Klimt never married, but early in adulthood, he developed an abiding friendship with Emilie Flöge, a talented dress designer some twelve years his junior. It is not clear whether their relationship was sexual in nature. Some speculate that Klimt maintained a platonic distance because he had contracted syphilis. In any event, the artist had numerous liaisons with charwomen and models, whose social standing was scarcely better than that of prostitutes. He seems to have had little sustained contact with his various illegitimate children, and provided scant emotional or financial support to their mothers. Klimt was much in demand as a society portraitist, and it is tempting to imagine that he occasionally slept with the bored bourgeois ladies who were his chief clients. However there is no evidence that such was the case, and it is more likely that the class divide between these genteel ladies and the comparatively unrefined Klimt was unbridgeable. Friederike Maria Beer, who was painted by him in 1916, described the artist as animalistic. “He even smelled like an animal,” she recalled.
The Madonna/whore dichotomy is viscerally fleshed out in Klimt’s art. His portraits, especially the gold ones, explicitly reference Byzantine icons. The women are cloaked from neck to toe in sumptuous abstract garments that give little sense of an underlying physical body. The only reference to sexuality is coded in discreet symbols of ova and sperm, which are sometimes tucked into the folds of the dress. Nor do the sitters reveal much in the way of personality. The contemporary critic Bertha Zuckerkandl remarked approvingly that the artist did away with “any individual characteristics, so that only the typical, a sublime extract of the female type, is captured in pure style.” Weininger phrased similar thoughts more harshly: “In…the absolute female…the ground for the assumption of a soul is absent.”

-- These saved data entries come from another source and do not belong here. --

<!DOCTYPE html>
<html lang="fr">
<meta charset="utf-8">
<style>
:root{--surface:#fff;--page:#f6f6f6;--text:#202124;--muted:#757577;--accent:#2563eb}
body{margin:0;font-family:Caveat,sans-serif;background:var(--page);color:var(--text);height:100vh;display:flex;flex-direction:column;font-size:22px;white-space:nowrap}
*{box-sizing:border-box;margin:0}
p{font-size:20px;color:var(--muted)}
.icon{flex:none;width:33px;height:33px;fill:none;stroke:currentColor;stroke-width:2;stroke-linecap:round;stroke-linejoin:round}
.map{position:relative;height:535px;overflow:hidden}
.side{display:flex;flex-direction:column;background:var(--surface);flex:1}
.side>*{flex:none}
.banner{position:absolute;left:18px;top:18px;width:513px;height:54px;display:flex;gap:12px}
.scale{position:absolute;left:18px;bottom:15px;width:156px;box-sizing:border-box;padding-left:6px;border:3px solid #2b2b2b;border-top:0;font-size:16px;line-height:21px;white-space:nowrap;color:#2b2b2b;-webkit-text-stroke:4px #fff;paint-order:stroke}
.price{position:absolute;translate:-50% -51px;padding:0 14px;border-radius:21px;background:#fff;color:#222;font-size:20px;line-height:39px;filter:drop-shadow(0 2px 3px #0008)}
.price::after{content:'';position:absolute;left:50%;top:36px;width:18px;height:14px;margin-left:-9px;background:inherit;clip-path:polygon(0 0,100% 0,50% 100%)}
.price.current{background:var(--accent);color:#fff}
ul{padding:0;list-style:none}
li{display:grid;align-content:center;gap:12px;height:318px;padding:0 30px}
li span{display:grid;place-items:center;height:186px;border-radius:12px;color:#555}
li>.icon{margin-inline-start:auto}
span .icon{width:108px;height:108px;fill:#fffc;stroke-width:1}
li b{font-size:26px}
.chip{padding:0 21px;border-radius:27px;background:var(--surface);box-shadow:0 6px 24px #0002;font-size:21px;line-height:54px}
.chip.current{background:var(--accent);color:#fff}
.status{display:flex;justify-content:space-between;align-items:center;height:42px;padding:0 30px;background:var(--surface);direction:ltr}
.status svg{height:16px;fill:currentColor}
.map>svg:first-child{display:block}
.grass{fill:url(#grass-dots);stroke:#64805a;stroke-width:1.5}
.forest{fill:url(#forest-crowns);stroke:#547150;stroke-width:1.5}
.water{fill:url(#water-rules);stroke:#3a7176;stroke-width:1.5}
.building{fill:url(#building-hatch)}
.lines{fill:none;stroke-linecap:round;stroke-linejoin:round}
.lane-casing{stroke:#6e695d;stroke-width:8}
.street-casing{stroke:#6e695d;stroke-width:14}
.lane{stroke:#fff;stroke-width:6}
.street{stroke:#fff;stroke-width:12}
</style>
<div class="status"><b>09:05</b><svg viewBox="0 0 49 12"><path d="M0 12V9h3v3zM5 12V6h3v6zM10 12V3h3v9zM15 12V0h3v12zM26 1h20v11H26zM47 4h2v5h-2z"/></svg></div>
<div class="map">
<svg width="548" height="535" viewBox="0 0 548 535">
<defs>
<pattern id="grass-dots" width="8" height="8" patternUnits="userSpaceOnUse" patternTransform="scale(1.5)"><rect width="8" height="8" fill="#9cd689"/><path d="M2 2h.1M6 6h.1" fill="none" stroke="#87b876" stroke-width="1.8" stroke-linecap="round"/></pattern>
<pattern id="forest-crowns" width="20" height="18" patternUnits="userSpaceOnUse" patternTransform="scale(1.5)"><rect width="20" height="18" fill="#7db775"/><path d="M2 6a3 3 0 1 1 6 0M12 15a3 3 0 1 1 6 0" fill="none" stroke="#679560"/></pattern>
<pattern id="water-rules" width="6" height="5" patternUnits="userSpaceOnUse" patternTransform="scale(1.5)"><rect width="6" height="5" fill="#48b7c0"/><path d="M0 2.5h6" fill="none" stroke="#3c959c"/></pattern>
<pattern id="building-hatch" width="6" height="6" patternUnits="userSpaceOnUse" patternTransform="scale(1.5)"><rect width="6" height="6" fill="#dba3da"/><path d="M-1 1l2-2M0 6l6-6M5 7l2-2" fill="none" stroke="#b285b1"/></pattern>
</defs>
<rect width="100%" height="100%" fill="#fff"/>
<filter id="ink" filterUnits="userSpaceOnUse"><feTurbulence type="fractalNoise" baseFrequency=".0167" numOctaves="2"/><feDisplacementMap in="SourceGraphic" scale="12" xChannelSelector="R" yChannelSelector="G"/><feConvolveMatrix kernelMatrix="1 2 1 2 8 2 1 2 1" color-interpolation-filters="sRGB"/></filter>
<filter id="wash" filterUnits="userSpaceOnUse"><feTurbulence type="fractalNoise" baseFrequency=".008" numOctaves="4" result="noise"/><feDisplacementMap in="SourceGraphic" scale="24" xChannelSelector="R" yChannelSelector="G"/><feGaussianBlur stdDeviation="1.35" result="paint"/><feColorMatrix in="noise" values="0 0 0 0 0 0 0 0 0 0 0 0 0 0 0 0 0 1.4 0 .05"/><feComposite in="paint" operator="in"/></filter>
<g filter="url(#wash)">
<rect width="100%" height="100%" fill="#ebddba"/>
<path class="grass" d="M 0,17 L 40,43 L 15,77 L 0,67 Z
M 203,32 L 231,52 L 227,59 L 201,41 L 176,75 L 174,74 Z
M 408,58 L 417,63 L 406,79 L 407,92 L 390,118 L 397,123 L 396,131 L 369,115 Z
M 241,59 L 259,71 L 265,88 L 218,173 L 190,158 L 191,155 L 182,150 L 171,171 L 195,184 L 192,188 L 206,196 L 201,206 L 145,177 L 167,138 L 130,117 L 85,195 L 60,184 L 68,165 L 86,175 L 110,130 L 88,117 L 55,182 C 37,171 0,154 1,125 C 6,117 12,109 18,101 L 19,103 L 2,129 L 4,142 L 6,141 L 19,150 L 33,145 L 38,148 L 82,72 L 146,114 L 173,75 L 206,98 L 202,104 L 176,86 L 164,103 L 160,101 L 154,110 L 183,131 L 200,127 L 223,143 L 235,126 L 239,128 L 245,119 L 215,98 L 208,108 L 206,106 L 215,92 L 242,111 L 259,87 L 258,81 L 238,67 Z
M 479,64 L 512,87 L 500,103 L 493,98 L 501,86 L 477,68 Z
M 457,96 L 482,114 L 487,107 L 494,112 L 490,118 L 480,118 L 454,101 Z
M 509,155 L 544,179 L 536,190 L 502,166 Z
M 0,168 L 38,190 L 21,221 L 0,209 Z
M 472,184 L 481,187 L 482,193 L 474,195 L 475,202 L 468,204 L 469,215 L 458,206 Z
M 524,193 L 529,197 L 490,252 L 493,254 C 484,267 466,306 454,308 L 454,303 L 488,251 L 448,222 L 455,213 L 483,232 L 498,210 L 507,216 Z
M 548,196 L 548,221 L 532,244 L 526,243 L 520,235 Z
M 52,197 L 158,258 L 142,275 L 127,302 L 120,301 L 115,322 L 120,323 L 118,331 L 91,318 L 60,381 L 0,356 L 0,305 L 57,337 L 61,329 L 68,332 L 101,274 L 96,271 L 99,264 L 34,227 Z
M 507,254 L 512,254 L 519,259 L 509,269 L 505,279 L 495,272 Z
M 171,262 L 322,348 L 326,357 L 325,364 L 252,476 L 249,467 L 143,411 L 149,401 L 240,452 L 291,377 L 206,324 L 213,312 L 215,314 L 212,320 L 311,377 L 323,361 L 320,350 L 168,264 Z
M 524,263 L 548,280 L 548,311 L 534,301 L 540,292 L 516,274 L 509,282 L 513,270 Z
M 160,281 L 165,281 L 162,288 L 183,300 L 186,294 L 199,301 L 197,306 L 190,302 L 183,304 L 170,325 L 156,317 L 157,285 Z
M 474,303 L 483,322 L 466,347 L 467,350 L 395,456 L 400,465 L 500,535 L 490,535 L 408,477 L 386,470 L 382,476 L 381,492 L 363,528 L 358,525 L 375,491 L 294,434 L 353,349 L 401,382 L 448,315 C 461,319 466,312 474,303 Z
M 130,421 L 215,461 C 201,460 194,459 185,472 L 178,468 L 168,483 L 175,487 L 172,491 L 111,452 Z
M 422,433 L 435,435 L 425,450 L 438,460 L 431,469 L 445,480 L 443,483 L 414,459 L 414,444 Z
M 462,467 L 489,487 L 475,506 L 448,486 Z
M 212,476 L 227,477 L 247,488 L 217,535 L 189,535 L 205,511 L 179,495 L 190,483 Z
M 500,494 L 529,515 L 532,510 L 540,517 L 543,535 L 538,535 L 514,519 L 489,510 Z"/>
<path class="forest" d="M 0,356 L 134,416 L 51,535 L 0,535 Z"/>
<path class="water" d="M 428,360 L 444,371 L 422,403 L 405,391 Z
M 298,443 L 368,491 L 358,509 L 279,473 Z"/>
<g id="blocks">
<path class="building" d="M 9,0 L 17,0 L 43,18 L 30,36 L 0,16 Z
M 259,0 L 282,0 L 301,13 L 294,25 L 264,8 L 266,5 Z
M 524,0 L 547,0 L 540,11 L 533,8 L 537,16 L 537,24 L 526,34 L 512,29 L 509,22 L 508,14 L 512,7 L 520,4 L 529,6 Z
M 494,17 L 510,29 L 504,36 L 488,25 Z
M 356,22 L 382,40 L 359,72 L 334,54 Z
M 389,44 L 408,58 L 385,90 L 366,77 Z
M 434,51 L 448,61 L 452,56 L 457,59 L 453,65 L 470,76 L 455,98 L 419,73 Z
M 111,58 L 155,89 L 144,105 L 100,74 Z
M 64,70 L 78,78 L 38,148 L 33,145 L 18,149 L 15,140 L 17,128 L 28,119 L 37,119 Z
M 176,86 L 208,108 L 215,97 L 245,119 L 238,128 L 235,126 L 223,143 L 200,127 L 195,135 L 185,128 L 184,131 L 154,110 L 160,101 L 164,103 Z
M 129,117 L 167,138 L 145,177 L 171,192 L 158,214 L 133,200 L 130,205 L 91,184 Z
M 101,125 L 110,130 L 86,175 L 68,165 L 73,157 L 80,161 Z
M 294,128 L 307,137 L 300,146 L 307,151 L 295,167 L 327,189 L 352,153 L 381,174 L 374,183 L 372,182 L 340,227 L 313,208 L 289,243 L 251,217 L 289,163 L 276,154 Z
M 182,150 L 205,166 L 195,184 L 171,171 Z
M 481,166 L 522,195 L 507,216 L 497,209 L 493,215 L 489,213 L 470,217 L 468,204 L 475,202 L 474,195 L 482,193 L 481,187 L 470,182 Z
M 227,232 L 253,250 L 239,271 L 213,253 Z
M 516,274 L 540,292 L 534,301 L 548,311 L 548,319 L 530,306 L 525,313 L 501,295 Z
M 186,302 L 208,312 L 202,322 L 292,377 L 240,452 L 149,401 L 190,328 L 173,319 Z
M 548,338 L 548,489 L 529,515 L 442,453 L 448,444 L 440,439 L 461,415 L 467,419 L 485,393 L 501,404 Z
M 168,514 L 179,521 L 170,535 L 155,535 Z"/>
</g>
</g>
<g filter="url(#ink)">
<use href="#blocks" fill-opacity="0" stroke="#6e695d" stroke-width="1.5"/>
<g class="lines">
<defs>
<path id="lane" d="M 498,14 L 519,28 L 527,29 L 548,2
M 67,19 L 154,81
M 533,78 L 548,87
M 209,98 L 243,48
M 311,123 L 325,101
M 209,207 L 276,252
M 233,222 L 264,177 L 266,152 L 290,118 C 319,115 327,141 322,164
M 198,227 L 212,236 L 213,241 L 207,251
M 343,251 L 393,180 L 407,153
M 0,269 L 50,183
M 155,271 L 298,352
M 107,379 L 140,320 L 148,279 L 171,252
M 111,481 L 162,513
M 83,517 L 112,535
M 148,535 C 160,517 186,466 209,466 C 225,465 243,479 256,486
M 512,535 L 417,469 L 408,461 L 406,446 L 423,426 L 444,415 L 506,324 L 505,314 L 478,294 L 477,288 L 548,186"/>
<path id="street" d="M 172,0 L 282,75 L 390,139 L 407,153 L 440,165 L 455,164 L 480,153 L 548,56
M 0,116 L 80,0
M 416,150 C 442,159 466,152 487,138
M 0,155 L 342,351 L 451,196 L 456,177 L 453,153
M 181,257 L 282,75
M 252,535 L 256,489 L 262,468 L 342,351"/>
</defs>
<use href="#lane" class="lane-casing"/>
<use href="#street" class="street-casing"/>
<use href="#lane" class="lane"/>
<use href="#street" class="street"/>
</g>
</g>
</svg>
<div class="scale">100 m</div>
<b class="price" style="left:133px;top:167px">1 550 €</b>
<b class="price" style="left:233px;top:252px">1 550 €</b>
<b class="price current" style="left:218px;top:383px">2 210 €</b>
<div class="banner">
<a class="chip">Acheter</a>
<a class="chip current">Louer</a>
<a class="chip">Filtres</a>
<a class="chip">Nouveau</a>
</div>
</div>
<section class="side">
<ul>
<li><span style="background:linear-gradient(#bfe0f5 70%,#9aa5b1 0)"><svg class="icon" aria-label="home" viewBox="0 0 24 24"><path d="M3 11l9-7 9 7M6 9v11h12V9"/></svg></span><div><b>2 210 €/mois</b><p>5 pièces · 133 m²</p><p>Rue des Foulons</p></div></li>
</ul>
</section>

If Klimt’s society portraits have the decorative sterility of icons, his allegorical nudes and his drawings are awash in sexuality. The female nude, of course, is a venerable subject in Western art, but female sexuality per se is a more vexed matter. Traditional paintings of nudes were created by male artists, to be seen and enjoyed by male viewers. In Freudian terms, however, masculine pleasure in such works was imperiled by castration anxiety, a consequence of the woman’s “missing” penis. The female nude therefore had to be transformed from an active threat into an inert, depersonalized object via a process of visual pruning and containment. Beauty was foremost among the devices artists used to this end. The classical female nude was unblemished, a perfect specimen of nubile flesh and soothing, voluptuous form. Often her pubic area was discreetly masked. Beyond this, by placing the nude in a mythical, historical or Biblical context, the artist could subordinate her eroticism to a higher moral purpose. The nude’s subservience was further affirmed by passivity; typically she reclined. Single-point perspective firmly pinioned her within the picture frame and distanced her from the male observer. Looking was the man’s prerogative. The female nude did not usually respond to the artist’s gaze; if she engaged with the hypothetical viewer, it was in the form of a flirtation rather than a challenge.